## What you are asked to do
In the records below, find the line with "position:absolute; left:815px; top:12px;" and the line with "display:grid; place-items:center; width:34px;"; return exactly those lines and every line between them.

━━━━━━━━━━━━━━━━━━━━━━━━━━━━━━

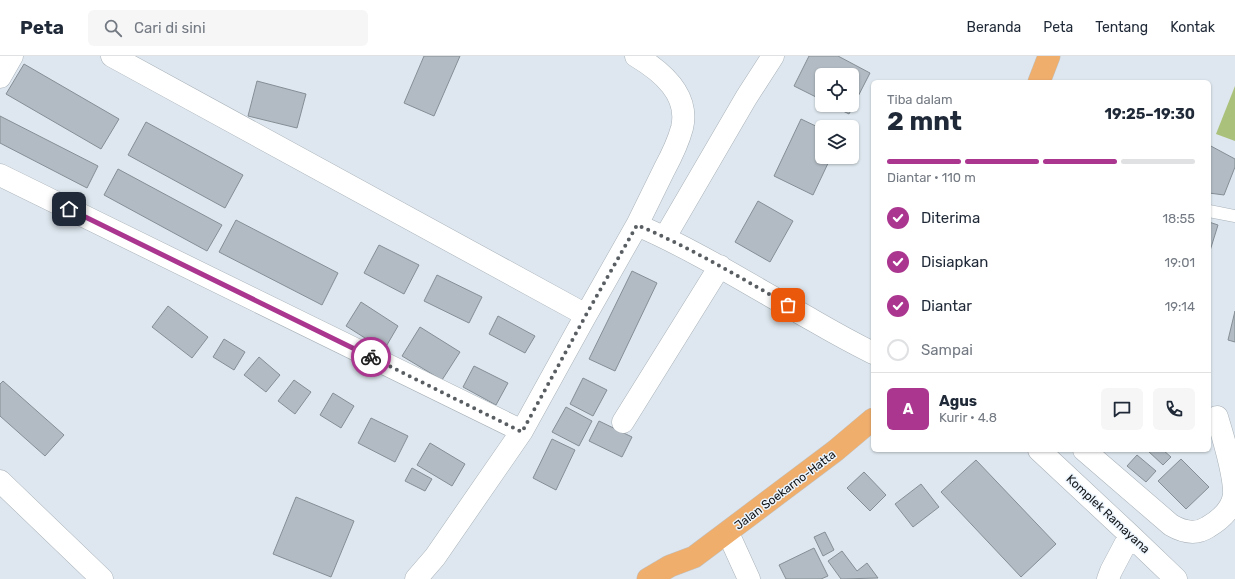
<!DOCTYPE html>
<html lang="id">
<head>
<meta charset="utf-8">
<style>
  :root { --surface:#fff; --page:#f6f6f7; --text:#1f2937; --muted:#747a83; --line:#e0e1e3; --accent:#aa3690 }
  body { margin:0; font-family:Rubik,sans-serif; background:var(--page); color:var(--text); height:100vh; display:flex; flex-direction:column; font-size:15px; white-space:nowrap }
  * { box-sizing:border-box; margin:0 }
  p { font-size:13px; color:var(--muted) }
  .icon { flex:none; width:22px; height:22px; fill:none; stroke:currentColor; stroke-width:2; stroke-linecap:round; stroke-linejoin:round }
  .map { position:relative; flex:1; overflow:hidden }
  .drawer { position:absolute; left:871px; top:24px; width:340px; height:372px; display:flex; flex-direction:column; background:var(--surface); border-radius:6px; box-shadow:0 1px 3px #0004 }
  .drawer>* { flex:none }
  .buttons { position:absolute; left:815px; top:12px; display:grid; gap:8px }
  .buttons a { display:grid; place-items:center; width:44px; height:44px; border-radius:6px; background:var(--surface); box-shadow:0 1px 3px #0004; font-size:20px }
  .pin { position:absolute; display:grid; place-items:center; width:34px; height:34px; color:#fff; margin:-17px; border-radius:8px; box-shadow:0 2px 6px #0006 }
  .courier { position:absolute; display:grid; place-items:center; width:40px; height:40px; margin:-20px; border:3px solid #aa3690; border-radius:50%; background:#fff; color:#222; box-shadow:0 1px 5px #0007 }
  .summary em { font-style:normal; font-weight:700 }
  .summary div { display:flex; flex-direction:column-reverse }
  .summary { display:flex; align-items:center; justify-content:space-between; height:68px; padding:0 16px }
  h1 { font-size:26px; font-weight:700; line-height:30px }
  .bar { display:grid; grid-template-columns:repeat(4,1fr); gap:6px 4px; align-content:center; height:48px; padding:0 16px }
  .bar i { height:5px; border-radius:3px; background:var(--line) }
  .bar .on { background:var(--accent) }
  .bar p { grid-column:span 4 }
  .line { display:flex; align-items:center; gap:10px; padding:0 16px; border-top:1px solid var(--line) }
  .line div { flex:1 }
  .round { display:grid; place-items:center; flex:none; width:42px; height:42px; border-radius:6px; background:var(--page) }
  ol { padding:0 16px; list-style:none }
  li { display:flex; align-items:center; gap:12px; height:44px }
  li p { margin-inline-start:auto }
  li .icon { padding:4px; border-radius:50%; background:var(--accent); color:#fff; stroke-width:4 }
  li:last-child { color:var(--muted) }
  li i { width:22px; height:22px; border:2px solid var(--line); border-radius:50% }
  header { display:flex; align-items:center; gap:24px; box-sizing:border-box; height:56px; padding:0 20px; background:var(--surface); border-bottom:1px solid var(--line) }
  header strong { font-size:19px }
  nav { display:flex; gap:22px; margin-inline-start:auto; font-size:14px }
  .search { width:280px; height:36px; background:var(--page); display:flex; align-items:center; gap:10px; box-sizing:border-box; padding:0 14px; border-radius:6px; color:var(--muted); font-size:15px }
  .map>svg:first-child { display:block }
  .green { fill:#aac17b }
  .building { fill:#b2bbc3; stroke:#858e95 }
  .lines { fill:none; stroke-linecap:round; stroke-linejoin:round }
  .service-casing { stroke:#a9b2b9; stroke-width:13 }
  .minor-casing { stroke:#a9b2b9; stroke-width:23 }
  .trunk-casing { stroke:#c1c2c3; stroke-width:23 }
  .service { stroke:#fff; stroke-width:12 }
  .minor { stroke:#fff; stroke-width:22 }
  .trunk { stroke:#efae6c; stroke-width:22 }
  .done { stroke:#595e63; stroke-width:4; stroke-dasharray:0 7.2 }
  .route { stroke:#aa3690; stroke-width:5 }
  .labels { text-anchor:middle; stroke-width:3; stroke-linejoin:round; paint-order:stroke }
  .street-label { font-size:12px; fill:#121518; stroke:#ecf5fd }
</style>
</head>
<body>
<header>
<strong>Peta</strong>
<div class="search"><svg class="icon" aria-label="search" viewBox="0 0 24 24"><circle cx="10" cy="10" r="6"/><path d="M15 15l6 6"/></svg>Cari di sini</div>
<nav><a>Beranda</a><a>Peta</a><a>Tentang</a><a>Kontak</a></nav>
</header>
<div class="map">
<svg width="1235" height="523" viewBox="0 0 1235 523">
  <rect width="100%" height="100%" fill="#dee7ef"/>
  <!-- green -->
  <path class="green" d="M1235 30V85L1216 78Z"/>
  <!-- building -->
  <path class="building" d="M424 0H460L434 60 404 47Z
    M809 0H838L870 17 849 58 831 49H852V19H822V44L794 30Z
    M24 8 119 63 101 93 6 38Z
    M257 25 306 38 297 72 248 60Z
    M0 60 98 110 87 132 0 87Z
    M801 63 822 73V101H831L813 139 774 120Z
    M146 66 243 119 225 152 128 99Z
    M1209 89 1235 103V111L1224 139 1209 137Z
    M118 113 222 169 207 195 104 139Z
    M758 145 793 165 770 206 735 186Z
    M236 164 338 217 322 249 219 196Z
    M1209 166 1218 169 1209 198Z
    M379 189 419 209 404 238 364 217Z
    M632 215 657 227 615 315 589 303Z
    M437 219 482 241 469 267 424 245Z
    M361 246 398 270 384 294 346 270Z
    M168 250 208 281 192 302 152 271Z
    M1235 255V286L1228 284Z
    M498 260 535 280 525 297 489 278Z
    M420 271 460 296 442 324 402 300Z
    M224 283 245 296 234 314 213 301Z
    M259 301 280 319 266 336 244 319Z
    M474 310 508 327 496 349 463 331Z
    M583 322 607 334 593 360 570 348Z
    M294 324 311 336 295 358 278 345Z
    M3 325 64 379 45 400 0 360V328Z
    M333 337 354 350 341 372 320 359Z
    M566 351 592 365 579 390 552 376Z
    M371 362 408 380 395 406 358 387Z
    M599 365 632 381 622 401 589 385Z
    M552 383 575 394 556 434 533 422Z
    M430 387 465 408 452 430 417 409Z
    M1147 394H1163L1171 401 1163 409Z
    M1137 399 1156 415 1146 426 1127 410Z
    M1181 403 1209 431 1186 453 1158 425Z
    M976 404 1056 488 1021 521 941 436Z
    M412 412 432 423 425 435 405 425Z
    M864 416 886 439 870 455 847 432Z
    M921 428 939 451 913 471 895 448Z
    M296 441 354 465 331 521 273 498Z
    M825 476 834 494 823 500 814 481Z
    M814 492 828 520 821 523H786L779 509Z
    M842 495 857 515 867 507 878 522 841 523 828 505Z"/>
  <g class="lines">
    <defs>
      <path id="service" d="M1209 155 1235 160"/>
      <path id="minor" d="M112 0 586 259
        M636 0C661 15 690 38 682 72 678 87 671 101 664 114 655 132 646 151 637 169
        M0 21 12 0
        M0 119 522 375
        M665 181 746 42 773 0
        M623 366 720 210
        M1039 394 1130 479 1176 523
        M1084 394 1171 469C1183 476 1196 479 1208 471 1220 464 1232 453 1234 439 1235 419 1223 381 1217 361
        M0 425 102 523
        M728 477 749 523
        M416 523 435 501 522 375 586 259 637 169C699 196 755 232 814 265 833 276 853 287 873 297
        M1108 523 1111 515 1130 479"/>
      <path id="trunk" d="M1039 26 1049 0
        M648 523 670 510 694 501 835 395 873 363"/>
    </defs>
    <!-- service casing -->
    <use href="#service" class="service-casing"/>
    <!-- minor casing -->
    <use href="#minor" class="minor-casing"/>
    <!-- trunk casing -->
    <use href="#trunk" class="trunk-casing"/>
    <!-- service -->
    <use href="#service" class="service"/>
    <!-- minor -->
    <use href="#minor" class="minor"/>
    <!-- trunk -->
    <use href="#trunk" class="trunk"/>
  </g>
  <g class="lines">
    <!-- done -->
    <path class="done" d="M371 301 522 376 586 259 637 169C689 191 738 220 788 249"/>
    <!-- route -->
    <path class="route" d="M69 153 371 301"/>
  </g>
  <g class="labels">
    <!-- street labels -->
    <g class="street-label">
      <text transform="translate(785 434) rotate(-37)" y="4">Jalan Soekarno-Hatta</text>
      <text transform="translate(1108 458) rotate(43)" y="4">Komplek Ramayana</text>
    </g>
  </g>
</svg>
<div class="buttons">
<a><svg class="icon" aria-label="locate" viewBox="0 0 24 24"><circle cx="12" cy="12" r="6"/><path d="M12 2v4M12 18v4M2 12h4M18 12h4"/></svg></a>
<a><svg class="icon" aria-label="layers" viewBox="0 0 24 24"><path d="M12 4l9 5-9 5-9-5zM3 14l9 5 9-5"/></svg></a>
</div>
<div class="pin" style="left:788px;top:249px;background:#ea580c"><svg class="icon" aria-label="bag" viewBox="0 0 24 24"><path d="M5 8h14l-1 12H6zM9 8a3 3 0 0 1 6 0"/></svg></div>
<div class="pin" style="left:69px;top:153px;background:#1f2937"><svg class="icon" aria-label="home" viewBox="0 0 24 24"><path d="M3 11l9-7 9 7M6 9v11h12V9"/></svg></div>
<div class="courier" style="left:371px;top:301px"><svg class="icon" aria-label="bike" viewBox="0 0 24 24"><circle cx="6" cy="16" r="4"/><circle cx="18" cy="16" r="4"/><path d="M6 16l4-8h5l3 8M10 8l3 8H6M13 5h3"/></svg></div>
<section class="drawer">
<div class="summary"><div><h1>2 mnt</h1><p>Tiba dalam</p></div><em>19:25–19:30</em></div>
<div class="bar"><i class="on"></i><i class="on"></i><i class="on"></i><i></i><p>Diantar · 110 m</p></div>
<ol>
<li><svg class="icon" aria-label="check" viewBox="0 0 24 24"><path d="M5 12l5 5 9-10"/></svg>Diterima<p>18:55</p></li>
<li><svg class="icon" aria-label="check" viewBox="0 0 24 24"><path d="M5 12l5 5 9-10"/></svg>Disiapkan<p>19:01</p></li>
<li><svg class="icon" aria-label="check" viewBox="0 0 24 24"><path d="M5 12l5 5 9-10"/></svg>Diantar<p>19:14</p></li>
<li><i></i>Sampai</li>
</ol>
<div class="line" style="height:72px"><b class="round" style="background:var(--accent);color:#fff">A</b><div><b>Agus</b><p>Kurir · 4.8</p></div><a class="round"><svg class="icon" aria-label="chat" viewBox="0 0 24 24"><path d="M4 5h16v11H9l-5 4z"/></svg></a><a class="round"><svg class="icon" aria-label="phone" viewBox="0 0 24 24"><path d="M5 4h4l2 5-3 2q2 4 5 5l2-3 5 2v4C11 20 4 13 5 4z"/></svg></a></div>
</section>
</div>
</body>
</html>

━━━━━━━━━━━━━━━━━━━━━━━━━━━━━━

## Written reply
  .buttons { position:absolute; left:815px; top:12px; display:grid; gap:8px }
  .buttons a { display:grid; place-items:center; width:44px; height:44px; border-radius:6px; background:var(--surface); box-shadow:0 1px 3px #0004; font-size:20px }
  .pin { position:absolute; display:grid; place-items:center; width:34px; height:34px; color:#fff; margin:-17px; border-radius:8px; box-shadow:0 2px 6px #0006 }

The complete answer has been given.